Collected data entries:

───

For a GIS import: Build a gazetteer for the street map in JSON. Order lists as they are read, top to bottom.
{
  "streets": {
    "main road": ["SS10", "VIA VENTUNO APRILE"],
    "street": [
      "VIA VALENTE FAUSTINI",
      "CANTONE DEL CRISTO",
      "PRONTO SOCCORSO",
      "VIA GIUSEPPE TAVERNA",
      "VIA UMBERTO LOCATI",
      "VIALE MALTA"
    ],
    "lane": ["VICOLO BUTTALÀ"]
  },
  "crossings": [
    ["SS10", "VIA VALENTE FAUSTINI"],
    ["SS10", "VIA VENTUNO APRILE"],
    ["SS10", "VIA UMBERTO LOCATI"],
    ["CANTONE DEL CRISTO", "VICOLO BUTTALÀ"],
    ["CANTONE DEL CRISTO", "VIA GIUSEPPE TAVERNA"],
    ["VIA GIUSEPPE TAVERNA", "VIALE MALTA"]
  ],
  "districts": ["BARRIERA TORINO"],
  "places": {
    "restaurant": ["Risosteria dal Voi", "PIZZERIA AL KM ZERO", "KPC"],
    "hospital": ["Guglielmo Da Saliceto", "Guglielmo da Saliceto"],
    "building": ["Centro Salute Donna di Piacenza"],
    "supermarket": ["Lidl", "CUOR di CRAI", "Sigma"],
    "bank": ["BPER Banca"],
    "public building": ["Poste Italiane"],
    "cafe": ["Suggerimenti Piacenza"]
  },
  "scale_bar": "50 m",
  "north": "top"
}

───

- Your goal
Every entry needs to be retyped exactly.

- Expected answer
For a GIS import: Build a gazetteer for the street map in JSON. Order lists as they are read, top to bottom.
{
  "streets": {
    "main road": ["SS10", "VIA VENTUNO APRILE"],
    "street": [
      "VIA VALENTE FAUSTINI",
      "CANTONE DEL CRISTO",
      "PRONTO SOCCORSO",
      "VIA GIUSEPPE TAVERNA",
      "VIA UMBERTO LOCATI",
      "VIALE MALTA"
    ],
    "lane": ["VICOLO BUTTALÀ"]
  },
  "crossings": [
    ["SS10", "VIA VALENTE FAUSTINI"],
    ["SS10", "VIA VENTUNO APRILE"],
    ["SS10", "VIA UMBERTO LOCATI"],
    ["CANTONE DEL CRISTO", "VICOLO BUTTALÀ"],
    ["CANTONE DEL CRISTO", "VIA GIUSEPPE TAVERNA"],
    ["VIA GIUSEPPE TAVERNA", "VIALE MALTA"]
  ],
  "districts": ["BARRIERA TORINO"],
  "places": {
    "restaurant": ["Risosteria dal Voi", "PIZZERIA AL KM ZERO", "KPC"],
    "hospital": ["Guglielmo Da Saliceto", "Guglielmo da Saliceto"],
    "building": ["Centro Salute Donna di Piacenza"],
    "supermarket": ["Lidl", "CUOR di CRAI", "Sigma"],
    "bank": ["BPER Banca"],
    "public building": ["Poste Italiane"],
    "cafe": ["Suggerimenti Piacenza"]
  },
  "scale_bar": "50 m",
  "north": "top"
}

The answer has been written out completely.